The Low-Income Housing Tax Credit (LIHTC) under IRC Section 42 is the primary federal program for financing affordable rental housing — providing tax credits to developers who set aside units for low-income households, which are then sold to investors to raise equity capital for construction.
The Low-Income Housing Tax Credit (LIHTC) was enacted in the Tax Reform Act of 1986 and is codified at IRC §42 (irs.gov/credits-deductions/individuals/earned-income-tax-credit/low-income-housing-tax-credit). It is the largest federal affordable housing production program: since 1987, LIHTC has financed more than 3.5 million affordable rental units. The IRS administers the federal program; state housing finance agencies (HFAs) allocate credits through competitive Qualified Allocation Plans (QAPs). Two credit types: the 9% credit (for new construction or substantial rehabilitation not financed with tax-exempt bonds, allocated by competitive state QAP process) and the 4% credit (for projects financed with tax-exempt Private Activity Bonds under IRC §142(d), available as-of-right when 50% or more of eligible basis is financed with bonds). Credits are claimed annually for 10 years and equal a percentage of the building's qualified basis (eligible basis × applicable fraction of low-income units). Affordability restrictions: LIHTC projects must serve tenants at or below 60% of Area Median Income (AMI) under the 20-50 or 40-60 tests, or 80% AMI with average income restriction under the 2018 Consolidated Appropriations Act amendment to §42(g). Affordability covenants run with the property for 30 years (initial 15-year compliance period + 15-year extended use period). Annual per-state credit allocation is $2.75 per capita (2024, inflation-adjusted under §42(h)(3)(C)(ii)), plus additional allocations from Treasury for difficult-development areas. IRS Revenue Procedure 2022-20 sets current allocation amounts (irs.gov).

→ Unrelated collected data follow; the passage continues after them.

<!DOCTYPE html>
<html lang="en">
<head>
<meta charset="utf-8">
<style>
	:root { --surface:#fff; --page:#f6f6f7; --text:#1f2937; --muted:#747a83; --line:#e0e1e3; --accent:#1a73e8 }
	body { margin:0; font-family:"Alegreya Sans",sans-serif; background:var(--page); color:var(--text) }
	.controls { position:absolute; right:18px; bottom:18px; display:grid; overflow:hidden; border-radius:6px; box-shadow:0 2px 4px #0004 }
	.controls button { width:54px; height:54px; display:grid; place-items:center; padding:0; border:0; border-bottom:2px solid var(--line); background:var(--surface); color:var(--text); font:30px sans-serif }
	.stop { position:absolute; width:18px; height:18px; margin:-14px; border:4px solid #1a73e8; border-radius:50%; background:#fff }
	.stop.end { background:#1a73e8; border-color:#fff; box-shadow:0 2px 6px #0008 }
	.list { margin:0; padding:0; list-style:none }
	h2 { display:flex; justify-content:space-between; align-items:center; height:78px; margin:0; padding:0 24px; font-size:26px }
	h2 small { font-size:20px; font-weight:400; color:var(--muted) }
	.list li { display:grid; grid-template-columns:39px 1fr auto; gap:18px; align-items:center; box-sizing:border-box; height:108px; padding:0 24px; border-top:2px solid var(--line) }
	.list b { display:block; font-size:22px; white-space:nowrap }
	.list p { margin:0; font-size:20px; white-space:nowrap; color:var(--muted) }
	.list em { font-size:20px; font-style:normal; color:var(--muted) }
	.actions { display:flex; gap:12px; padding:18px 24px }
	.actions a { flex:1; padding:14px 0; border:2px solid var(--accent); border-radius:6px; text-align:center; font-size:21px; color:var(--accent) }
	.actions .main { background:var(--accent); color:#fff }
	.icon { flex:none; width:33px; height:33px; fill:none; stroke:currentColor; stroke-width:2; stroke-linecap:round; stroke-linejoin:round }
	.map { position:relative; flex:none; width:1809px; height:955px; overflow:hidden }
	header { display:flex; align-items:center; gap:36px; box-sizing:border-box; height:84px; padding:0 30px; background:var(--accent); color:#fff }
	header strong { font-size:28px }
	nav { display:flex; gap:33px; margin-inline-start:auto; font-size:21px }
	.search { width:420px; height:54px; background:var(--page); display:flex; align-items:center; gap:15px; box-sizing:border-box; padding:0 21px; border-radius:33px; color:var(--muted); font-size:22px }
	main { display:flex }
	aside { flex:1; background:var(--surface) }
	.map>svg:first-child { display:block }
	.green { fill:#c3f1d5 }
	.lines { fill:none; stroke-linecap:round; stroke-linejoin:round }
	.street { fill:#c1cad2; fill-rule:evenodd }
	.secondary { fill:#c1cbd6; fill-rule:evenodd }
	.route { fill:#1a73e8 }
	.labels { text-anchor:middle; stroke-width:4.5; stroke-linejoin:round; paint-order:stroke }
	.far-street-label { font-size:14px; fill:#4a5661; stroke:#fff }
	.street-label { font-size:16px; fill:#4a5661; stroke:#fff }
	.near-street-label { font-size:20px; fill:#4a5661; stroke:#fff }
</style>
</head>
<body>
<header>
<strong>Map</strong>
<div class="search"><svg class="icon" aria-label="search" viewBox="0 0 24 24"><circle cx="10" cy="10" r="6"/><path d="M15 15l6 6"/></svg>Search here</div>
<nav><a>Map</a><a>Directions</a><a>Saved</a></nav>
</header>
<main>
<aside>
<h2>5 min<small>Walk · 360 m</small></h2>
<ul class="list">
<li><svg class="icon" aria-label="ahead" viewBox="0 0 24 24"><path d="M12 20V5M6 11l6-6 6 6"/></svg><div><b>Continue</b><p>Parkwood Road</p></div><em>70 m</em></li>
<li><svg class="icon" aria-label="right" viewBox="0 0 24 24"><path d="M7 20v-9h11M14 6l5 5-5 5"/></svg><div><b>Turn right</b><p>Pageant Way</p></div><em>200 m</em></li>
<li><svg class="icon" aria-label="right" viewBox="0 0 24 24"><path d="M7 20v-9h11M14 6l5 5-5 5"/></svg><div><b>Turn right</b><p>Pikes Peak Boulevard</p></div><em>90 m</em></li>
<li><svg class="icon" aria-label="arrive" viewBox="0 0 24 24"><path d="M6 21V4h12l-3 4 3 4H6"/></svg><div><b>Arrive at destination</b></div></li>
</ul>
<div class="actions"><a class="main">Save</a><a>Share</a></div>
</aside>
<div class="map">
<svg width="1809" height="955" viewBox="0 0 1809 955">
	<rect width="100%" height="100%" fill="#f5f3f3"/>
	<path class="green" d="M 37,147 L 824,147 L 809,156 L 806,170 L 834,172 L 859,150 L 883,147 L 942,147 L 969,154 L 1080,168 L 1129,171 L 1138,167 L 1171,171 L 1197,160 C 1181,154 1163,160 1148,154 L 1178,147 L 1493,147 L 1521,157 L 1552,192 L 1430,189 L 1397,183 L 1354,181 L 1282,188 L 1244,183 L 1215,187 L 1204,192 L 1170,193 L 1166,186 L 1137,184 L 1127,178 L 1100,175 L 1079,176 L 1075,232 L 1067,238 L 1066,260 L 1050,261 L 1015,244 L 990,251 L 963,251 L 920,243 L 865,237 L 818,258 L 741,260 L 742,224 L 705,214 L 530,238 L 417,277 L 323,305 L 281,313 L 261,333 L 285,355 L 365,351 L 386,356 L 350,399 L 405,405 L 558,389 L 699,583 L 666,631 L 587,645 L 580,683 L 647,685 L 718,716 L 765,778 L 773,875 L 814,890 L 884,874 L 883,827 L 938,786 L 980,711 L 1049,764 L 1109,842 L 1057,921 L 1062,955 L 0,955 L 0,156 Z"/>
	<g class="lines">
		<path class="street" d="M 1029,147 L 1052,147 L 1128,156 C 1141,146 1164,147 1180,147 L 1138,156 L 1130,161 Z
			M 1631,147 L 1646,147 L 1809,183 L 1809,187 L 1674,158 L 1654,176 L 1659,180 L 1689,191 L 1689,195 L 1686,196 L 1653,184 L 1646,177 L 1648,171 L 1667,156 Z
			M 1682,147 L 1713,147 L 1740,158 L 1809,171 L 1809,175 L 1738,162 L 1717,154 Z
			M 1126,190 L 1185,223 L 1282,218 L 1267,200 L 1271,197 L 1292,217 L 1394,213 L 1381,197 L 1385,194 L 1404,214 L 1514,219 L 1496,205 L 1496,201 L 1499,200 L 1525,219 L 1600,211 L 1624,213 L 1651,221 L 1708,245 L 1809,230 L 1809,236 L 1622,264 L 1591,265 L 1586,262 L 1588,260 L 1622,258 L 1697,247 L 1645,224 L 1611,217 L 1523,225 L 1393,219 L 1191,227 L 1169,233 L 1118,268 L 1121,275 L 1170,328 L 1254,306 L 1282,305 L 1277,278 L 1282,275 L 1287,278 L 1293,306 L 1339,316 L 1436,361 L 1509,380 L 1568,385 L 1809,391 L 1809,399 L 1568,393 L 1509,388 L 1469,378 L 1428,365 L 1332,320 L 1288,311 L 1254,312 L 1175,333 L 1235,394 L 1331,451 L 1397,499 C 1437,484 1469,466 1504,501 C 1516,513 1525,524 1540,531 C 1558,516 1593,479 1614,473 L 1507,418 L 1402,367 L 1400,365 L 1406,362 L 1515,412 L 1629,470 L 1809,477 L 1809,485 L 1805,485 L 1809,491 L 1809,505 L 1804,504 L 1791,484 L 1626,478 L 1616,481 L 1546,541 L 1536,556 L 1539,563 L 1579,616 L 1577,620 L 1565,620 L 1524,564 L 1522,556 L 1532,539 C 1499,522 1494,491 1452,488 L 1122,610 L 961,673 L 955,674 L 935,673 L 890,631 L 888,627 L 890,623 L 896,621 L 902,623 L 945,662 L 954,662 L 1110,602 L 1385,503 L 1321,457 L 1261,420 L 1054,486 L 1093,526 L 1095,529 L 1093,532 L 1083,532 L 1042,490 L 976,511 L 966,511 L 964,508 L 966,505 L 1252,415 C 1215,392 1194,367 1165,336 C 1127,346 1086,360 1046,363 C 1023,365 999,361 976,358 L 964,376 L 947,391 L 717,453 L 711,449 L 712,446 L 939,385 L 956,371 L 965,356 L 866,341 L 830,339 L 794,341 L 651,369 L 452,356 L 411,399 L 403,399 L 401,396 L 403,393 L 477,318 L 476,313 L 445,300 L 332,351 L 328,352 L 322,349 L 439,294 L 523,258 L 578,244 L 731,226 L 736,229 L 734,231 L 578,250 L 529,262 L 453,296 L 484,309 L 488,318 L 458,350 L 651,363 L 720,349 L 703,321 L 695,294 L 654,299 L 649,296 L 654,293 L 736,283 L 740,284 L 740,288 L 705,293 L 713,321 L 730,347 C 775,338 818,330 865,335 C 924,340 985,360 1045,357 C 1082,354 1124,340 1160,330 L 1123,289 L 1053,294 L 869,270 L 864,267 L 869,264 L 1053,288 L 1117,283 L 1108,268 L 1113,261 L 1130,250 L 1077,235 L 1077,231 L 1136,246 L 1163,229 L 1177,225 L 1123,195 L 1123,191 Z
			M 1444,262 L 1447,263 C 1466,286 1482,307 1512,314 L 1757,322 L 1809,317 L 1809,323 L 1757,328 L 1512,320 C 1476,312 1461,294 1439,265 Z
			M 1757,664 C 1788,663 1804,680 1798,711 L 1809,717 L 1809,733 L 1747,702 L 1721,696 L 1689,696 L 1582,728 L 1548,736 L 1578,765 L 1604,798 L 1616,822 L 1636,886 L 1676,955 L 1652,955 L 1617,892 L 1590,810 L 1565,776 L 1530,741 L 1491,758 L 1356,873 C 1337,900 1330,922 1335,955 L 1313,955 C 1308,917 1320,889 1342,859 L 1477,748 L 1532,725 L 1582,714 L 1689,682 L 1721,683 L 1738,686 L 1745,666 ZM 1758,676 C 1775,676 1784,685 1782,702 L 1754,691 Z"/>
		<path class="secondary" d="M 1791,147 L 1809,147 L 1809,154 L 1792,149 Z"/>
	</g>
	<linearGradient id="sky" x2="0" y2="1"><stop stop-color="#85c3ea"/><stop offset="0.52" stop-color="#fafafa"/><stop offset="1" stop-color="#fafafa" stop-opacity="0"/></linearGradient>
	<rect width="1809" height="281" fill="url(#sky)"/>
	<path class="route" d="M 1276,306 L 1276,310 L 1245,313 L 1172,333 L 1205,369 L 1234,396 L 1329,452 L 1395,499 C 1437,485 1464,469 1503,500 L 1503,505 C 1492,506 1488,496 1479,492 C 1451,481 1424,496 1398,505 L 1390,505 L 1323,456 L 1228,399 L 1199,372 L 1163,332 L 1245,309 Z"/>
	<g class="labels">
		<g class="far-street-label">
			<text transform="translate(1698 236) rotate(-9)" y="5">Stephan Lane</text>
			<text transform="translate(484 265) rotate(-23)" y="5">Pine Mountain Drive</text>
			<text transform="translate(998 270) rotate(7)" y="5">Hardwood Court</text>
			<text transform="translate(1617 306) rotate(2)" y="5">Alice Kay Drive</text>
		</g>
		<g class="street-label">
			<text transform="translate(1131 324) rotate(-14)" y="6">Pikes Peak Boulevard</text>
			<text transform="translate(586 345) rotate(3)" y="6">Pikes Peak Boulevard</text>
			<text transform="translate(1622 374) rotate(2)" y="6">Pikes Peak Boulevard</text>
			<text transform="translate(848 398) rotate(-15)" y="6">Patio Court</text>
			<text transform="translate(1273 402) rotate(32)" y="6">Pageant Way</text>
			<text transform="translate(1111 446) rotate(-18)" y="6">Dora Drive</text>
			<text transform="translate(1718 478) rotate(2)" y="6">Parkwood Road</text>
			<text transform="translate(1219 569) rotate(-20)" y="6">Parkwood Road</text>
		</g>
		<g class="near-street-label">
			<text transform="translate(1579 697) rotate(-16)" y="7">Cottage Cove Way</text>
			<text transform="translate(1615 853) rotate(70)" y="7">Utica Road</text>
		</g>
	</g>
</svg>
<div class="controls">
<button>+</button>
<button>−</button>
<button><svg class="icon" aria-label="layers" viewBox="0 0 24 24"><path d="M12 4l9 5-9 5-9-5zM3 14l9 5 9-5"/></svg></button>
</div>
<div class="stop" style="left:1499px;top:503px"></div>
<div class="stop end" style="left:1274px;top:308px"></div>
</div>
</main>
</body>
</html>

The 9% credit is the more valuable allocation — state housing finance agencies award it competitively based on QAPs prioritizing public housing waitlists, permanent supportive housing, rural areas, etc. The 4% credit is available as-of-right (no competition) when a project uses tax-exempt Private Activity Bond financing for at least 50% of eligible basis. Both generate 10-year credit streams, but the 9% credit typically generates 55–65% of project costs in equity vs. 25–35% for 4% credits (irs.gov/credits-deductions/individuals/earned-income-tax-credit/low-income-housing-tax-credit).
LIHTC investors are typically large corporate taxpayers — banks (motivated by Community Reinvestment Act compliance), insurance companies, and Fortune 500 corporations with significant federal tax liability. Investors acquire limited partnership interests in LIHTC partnerships, receive the credit allocation over 10 years, and exit after the 15-year compliance period. Syndicators (National Partnership Investments, Raymond James Affordable Housing Investments, etc.) pool credits from multiple projects to create diversified tax credit funds (irs.gov/pub/irs-pdf/p4078.pdf).
Noncompliance triggers credit recapture under IRC §42(j): the investor must repay previously claimed credits with interest, plus a 10% recapture penalty. Common noncompliance causes include: renting to over-income tenants, failing to maintain physical standards, missing annual certifications to the state HFA, or disposing of the property before the end of the extended use period. States monitor compliance annually and report violations to the IRS. Recapture can be mitigated by cure within the applicable correction period (irs.gov/credits-deductions/individuals/earned-income-tax-credit/low-income-housing-tax-credit).